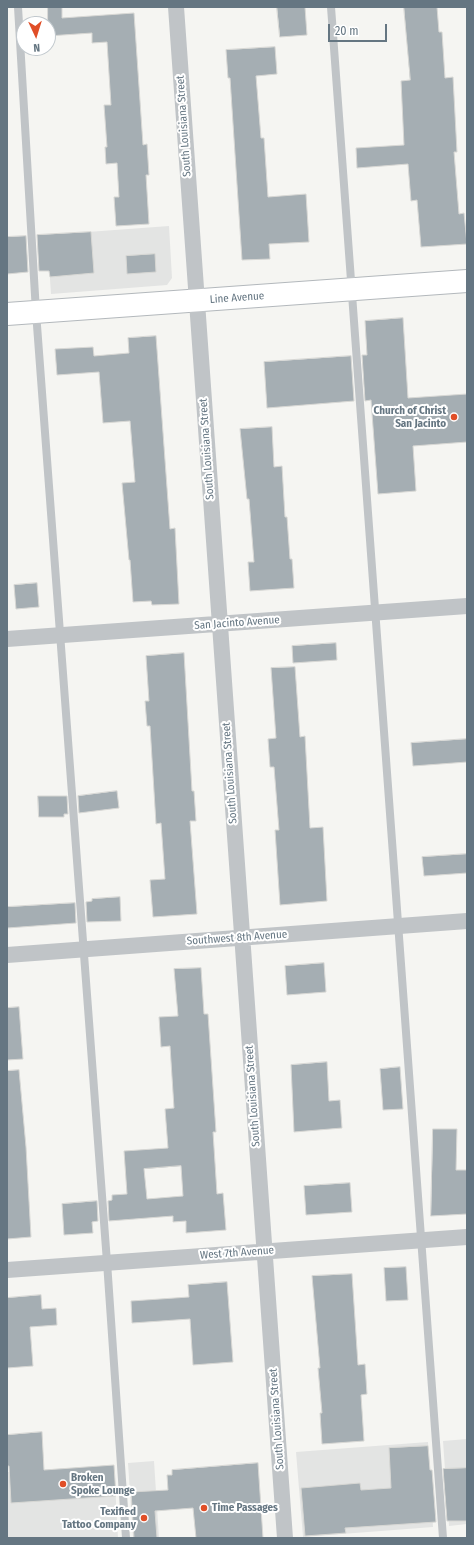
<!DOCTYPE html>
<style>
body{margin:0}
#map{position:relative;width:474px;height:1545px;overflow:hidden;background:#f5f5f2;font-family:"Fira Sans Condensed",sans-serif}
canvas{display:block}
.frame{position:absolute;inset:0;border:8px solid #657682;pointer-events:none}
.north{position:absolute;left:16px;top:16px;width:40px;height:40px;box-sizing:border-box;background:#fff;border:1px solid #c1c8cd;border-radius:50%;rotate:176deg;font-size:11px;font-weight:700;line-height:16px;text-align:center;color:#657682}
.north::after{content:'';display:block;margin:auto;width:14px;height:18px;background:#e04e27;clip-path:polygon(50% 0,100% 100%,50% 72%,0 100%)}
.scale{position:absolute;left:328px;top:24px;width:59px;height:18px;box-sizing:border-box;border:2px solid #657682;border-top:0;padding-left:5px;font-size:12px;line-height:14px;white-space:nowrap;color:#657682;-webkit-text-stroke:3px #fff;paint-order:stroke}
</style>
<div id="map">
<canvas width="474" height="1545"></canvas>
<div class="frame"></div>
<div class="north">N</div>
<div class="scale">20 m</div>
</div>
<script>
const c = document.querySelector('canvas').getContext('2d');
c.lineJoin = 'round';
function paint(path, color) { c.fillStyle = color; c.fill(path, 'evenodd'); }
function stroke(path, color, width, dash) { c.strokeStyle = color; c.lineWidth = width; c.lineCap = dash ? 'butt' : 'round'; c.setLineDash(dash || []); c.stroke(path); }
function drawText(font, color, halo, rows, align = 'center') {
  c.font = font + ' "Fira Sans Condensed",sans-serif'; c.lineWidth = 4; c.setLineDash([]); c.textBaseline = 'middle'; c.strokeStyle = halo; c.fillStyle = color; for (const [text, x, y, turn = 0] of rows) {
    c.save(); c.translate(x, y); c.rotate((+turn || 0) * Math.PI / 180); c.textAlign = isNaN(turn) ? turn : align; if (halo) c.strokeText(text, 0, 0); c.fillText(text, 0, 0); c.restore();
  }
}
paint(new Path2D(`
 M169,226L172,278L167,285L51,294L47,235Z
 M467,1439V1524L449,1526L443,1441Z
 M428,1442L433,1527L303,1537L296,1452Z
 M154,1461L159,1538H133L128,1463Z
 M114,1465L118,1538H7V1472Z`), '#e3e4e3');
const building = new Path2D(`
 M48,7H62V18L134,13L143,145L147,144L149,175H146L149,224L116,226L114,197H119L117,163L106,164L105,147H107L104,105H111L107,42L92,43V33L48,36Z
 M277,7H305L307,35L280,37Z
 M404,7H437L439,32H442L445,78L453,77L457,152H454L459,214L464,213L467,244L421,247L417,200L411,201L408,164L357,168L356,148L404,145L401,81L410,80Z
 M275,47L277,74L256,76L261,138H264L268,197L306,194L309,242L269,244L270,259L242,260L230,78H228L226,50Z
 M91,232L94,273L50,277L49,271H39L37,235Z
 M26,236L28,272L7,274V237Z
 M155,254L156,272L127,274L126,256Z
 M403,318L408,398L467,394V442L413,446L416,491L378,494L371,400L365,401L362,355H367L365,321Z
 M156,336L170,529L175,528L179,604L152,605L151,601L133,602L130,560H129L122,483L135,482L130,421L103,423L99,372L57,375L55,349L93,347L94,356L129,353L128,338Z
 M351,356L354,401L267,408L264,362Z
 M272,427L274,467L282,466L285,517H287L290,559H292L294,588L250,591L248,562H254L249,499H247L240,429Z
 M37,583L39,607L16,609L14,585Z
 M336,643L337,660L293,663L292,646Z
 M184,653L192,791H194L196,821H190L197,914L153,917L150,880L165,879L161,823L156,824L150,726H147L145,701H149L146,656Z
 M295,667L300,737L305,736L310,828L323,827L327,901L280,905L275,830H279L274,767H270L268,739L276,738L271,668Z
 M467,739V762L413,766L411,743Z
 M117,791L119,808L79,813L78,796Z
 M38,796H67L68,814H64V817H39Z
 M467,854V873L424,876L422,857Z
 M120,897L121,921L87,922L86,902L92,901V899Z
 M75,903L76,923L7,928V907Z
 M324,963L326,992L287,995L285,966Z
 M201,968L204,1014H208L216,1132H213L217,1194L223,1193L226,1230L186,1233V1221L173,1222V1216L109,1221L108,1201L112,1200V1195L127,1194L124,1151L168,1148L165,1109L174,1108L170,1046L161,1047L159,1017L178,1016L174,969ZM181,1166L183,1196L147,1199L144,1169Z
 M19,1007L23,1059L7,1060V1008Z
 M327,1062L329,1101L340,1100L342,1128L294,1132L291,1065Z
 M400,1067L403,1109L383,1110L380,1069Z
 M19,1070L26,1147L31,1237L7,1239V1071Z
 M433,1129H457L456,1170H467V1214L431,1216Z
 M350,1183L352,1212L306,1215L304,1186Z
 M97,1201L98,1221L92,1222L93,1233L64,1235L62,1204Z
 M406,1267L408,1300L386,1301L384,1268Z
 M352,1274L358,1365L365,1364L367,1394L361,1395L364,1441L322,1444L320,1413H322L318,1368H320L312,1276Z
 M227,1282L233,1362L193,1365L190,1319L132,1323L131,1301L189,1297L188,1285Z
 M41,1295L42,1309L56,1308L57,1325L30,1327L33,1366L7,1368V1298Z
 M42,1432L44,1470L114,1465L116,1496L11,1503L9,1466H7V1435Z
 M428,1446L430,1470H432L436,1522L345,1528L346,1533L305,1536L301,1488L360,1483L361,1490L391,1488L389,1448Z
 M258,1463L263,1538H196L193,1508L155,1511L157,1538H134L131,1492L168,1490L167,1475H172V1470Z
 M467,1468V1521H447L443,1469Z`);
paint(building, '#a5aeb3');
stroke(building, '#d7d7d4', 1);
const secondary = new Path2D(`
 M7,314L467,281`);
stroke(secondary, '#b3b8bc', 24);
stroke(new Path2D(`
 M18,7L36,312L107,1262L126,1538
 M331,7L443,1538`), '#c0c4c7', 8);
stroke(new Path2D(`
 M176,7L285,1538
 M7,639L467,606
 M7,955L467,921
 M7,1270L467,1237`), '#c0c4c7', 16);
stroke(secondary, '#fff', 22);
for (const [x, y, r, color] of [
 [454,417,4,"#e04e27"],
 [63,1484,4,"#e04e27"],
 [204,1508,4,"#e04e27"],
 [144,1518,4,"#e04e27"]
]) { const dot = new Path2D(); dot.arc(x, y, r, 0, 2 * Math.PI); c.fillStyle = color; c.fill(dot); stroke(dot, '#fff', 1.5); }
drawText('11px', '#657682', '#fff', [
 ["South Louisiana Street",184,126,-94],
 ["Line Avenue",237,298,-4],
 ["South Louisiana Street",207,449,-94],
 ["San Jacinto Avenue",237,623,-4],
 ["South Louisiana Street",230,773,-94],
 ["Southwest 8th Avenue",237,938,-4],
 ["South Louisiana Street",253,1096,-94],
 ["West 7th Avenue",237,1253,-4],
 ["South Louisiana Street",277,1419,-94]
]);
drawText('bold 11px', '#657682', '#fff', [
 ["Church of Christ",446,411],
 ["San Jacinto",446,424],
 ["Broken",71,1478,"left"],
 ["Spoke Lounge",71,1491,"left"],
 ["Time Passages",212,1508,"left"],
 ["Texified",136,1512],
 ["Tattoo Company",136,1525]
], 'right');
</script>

########

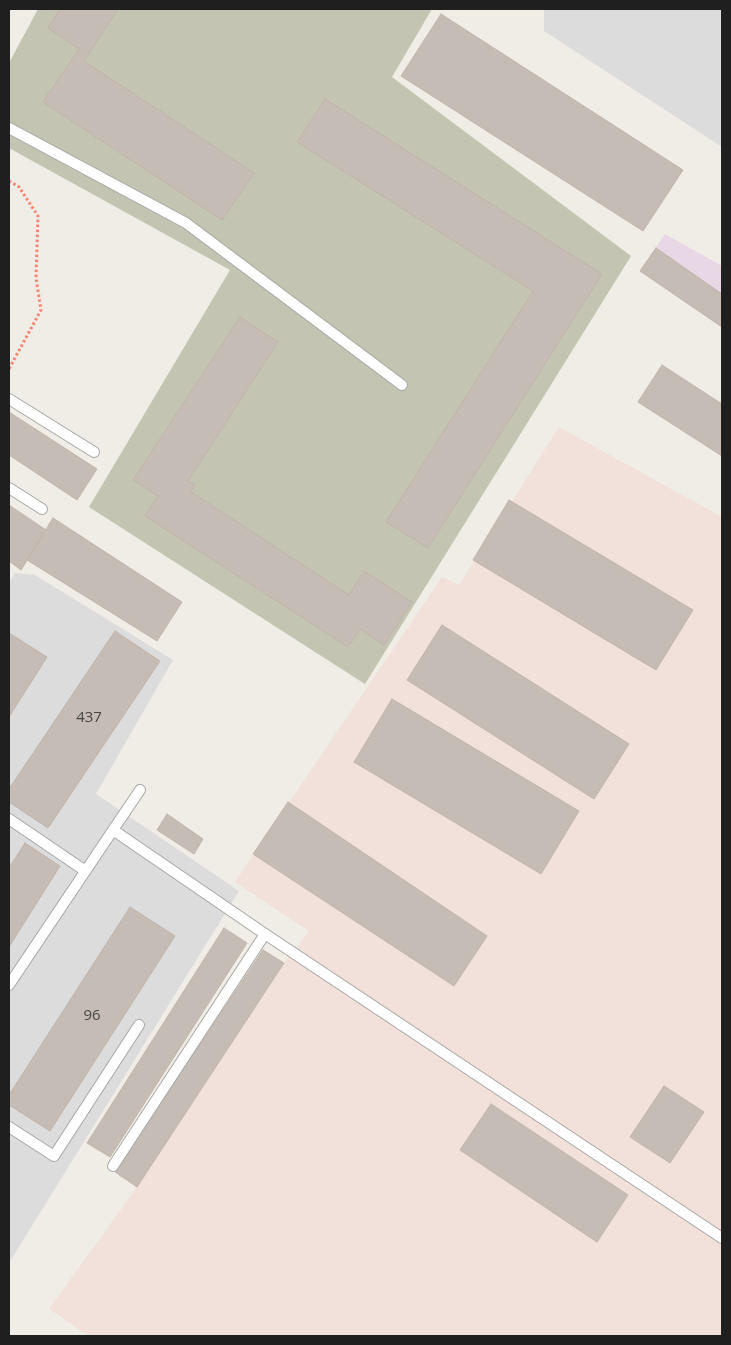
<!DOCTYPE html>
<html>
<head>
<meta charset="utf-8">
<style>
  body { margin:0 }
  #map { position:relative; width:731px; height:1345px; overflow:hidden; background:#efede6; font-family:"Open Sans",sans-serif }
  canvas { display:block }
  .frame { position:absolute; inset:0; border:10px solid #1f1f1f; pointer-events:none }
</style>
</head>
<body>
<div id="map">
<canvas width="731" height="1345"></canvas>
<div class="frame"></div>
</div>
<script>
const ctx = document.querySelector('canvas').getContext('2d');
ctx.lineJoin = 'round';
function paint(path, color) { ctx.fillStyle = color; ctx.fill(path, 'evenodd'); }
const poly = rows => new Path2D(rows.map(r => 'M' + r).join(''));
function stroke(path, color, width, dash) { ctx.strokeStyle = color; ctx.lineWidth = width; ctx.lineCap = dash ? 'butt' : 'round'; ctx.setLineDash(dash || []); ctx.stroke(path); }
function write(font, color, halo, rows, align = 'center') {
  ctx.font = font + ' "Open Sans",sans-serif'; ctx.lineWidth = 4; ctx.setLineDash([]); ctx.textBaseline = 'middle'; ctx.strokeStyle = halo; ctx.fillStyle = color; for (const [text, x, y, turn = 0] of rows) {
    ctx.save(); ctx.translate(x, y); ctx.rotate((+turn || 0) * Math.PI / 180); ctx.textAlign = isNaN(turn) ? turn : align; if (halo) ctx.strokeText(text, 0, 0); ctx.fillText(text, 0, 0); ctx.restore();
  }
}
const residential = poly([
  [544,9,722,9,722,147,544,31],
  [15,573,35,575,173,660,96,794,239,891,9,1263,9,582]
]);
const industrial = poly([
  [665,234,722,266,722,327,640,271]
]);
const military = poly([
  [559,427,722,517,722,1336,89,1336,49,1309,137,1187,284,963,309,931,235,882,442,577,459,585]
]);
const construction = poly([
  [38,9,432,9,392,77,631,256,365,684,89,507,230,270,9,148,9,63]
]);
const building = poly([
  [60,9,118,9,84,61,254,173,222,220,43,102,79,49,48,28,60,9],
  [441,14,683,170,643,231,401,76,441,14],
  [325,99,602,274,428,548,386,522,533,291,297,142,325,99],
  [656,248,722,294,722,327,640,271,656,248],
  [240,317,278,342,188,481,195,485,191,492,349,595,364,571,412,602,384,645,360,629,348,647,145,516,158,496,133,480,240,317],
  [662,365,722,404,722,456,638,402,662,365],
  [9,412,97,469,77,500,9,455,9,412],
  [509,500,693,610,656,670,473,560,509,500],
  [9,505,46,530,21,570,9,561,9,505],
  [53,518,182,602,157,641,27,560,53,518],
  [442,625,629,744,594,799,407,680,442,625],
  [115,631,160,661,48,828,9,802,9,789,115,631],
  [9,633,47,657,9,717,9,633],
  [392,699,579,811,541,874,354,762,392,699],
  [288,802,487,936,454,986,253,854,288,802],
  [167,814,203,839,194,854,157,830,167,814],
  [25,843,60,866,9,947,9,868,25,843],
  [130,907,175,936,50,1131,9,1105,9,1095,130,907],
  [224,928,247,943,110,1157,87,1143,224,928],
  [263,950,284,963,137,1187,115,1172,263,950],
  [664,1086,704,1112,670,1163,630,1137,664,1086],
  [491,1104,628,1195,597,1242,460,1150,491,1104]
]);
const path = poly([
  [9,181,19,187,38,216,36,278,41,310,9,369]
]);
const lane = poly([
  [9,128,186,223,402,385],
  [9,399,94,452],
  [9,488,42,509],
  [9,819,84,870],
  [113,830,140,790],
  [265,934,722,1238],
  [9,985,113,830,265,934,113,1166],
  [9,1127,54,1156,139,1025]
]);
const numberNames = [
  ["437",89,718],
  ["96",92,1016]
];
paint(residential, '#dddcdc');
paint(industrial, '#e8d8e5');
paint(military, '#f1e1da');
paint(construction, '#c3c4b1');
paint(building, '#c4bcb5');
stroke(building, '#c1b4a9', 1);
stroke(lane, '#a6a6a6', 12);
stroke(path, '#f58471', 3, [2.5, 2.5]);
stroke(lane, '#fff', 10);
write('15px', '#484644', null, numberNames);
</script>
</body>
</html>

########

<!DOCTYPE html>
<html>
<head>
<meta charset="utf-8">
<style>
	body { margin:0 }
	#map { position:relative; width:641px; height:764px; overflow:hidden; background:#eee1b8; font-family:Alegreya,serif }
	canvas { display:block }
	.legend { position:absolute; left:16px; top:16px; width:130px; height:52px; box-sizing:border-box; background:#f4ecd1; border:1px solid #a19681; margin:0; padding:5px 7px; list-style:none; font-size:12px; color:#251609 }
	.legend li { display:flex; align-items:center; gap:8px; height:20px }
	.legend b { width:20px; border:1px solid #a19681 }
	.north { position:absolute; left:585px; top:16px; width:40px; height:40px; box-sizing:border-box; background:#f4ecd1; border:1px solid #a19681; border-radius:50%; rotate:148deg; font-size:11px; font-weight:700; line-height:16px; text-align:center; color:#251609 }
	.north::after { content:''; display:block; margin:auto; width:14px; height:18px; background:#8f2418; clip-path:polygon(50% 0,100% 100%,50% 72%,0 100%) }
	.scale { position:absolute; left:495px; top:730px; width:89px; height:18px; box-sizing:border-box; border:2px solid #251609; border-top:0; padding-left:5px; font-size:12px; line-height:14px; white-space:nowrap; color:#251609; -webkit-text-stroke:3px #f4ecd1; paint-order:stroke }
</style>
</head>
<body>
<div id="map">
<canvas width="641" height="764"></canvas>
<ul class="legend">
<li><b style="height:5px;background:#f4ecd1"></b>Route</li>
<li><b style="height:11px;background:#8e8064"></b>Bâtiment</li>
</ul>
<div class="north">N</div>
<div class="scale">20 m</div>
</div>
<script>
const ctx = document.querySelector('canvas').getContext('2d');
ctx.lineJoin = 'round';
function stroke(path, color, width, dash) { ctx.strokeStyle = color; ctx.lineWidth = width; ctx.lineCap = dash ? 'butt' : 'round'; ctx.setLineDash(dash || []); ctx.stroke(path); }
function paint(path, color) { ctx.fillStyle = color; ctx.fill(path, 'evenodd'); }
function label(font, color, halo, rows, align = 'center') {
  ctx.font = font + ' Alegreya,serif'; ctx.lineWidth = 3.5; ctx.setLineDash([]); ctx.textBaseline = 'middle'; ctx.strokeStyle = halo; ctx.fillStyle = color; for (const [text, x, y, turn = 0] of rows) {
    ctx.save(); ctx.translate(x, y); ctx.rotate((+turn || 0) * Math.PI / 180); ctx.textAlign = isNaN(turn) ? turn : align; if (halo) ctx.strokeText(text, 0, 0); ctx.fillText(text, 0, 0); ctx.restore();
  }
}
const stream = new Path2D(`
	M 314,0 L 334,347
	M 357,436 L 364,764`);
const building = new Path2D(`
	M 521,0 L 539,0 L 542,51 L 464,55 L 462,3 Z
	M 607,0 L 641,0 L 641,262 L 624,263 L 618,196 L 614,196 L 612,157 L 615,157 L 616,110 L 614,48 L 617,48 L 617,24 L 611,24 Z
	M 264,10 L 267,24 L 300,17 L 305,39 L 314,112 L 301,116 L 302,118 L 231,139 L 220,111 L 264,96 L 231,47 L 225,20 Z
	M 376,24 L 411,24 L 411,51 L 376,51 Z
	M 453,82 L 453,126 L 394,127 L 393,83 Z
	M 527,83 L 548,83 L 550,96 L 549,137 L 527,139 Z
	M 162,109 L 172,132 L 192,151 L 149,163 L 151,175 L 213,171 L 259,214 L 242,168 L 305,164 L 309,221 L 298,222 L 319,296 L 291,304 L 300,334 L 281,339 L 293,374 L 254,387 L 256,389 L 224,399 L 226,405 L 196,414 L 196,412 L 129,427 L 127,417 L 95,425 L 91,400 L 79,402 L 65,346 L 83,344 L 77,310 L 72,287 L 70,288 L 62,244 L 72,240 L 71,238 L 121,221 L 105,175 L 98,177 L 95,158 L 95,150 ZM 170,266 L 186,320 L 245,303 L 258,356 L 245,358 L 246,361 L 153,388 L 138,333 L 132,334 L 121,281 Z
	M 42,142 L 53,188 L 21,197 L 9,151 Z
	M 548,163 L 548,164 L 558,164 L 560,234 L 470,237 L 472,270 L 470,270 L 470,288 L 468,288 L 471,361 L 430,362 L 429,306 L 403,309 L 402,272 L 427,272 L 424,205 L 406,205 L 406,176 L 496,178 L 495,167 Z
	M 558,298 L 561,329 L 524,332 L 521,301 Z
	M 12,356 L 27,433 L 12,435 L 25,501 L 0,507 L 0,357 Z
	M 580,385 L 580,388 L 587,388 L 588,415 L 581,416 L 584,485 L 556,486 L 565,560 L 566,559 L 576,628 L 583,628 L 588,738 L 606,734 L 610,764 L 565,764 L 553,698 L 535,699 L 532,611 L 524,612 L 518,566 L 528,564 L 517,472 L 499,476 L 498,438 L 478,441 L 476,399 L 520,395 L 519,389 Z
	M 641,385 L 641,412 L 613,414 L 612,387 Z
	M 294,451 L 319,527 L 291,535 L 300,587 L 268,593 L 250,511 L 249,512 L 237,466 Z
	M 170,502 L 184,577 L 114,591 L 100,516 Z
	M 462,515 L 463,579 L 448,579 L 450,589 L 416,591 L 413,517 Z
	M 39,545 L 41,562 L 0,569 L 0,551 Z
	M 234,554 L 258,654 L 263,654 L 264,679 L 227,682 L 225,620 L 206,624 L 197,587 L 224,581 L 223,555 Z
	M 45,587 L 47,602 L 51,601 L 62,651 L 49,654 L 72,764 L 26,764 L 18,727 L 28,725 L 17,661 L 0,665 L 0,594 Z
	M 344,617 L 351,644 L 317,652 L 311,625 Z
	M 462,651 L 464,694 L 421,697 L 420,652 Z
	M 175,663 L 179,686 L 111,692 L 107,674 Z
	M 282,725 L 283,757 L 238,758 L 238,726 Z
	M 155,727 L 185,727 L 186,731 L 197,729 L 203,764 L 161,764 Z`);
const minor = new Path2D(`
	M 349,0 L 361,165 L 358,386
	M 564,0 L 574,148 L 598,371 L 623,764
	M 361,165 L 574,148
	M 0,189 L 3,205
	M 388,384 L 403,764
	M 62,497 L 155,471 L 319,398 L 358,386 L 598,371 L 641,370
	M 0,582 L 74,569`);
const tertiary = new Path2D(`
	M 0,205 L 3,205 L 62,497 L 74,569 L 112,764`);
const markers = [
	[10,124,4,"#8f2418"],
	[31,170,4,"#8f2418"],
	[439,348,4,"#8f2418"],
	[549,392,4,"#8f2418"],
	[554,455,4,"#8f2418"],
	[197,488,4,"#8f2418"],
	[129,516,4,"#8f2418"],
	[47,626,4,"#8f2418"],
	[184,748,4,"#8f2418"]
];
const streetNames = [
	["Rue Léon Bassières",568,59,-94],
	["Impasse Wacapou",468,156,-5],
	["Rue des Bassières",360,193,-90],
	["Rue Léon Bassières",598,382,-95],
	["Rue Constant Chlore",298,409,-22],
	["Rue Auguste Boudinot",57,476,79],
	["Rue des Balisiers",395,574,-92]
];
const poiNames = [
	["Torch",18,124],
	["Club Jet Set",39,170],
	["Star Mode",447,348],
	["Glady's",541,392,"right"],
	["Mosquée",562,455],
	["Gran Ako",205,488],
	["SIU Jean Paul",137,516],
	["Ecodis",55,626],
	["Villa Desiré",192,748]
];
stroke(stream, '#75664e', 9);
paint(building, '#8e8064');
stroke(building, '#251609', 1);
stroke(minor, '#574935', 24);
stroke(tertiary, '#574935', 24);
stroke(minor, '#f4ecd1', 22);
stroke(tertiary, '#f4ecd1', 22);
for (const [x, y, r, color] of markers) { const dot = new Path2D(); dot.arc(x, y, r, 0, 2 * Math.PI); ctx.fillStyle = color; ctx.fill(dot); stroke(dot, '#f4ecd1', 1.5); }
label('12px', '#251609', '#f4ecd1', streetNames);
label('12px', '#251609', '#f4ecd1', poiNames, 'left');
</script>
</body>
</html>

########

■ **What the task asks**
Exactly the lines above from the one with "display:flex; align-items:center; gap:8px;" to the one with "ctx.font = font + ' Alegreya,serif';", both included, are to be quoted; leave the rest out.

■ **Answer area**
	.legend li { display:flex; align-items:center; gap:8px; height:20px }
	.legend b { width:20px; border:1px solid #a19681 }
	.north { position:absolute; left:585px; top:16px; width:40px; height:40px; box-sizing:border-box; background:#f4ecd1; border:1px solid #a19681; border-radius:50%; rotate:148deg; font-size:11px; font-weight:700; line-height:16px; text-align:center; color:#251609 }
	.north::after { content:''; display:block; margin:auto; width:14px; height:18px; background:#8f2418; clip-path:polygon(50% 0,100% 100%,50% 72%,0 100%) }
	.scale { position:absolute; left:495px; top:730px; width:89px; height:18px; box-sizing:border-box; border:2px solid #251609; border-top:0; padding-left:5px; font-size:12px; line-height:14px; white-space:nowrap; color:#251609; -webkit-text-stroke:3px #f4ecd1; paint-order:stroke }
</style>
</head>
<body>
<div id="map">
<canvas width="641" height="764"></canvas>
<ul class="legend">
<li><b style="height:5px;background:#f4ecd1"></b>Route</li>
<li><b style="height:11px;background:#8e8064"></b>Bâtiment</li>
</ul>
<div class="north">N</div>
<div class="scale">20 m</div>
</div>
<script>
const ctx = document.querySelector('canvas').getContext('2d');
ctx.lineJoin = 'round';
function stroke(path, color, width, dash) { ctx.strokeStyle = color; ctx.lineWidth = width; ctx.lineCap = dash ? 'butt' : 'round'; ctx.setLineDash(dash || []); ctx.stroke(path); }
function paint(path, color) { ctx.fillStyle = color; ctx.fill(path, 'evenodd'); }
function label(font, color, halo, rows, align = 'center') {
  ctx.font = font + ' Alegreya,serif'; ctx.lineWidth = 3.5; ctx.setLineDash([]); ctx.textBaseline = 'middle'; ctx.strokeStyle = halo; ctx.fillStyle = color; for (const [text, x, y, turn = 0] of rows) {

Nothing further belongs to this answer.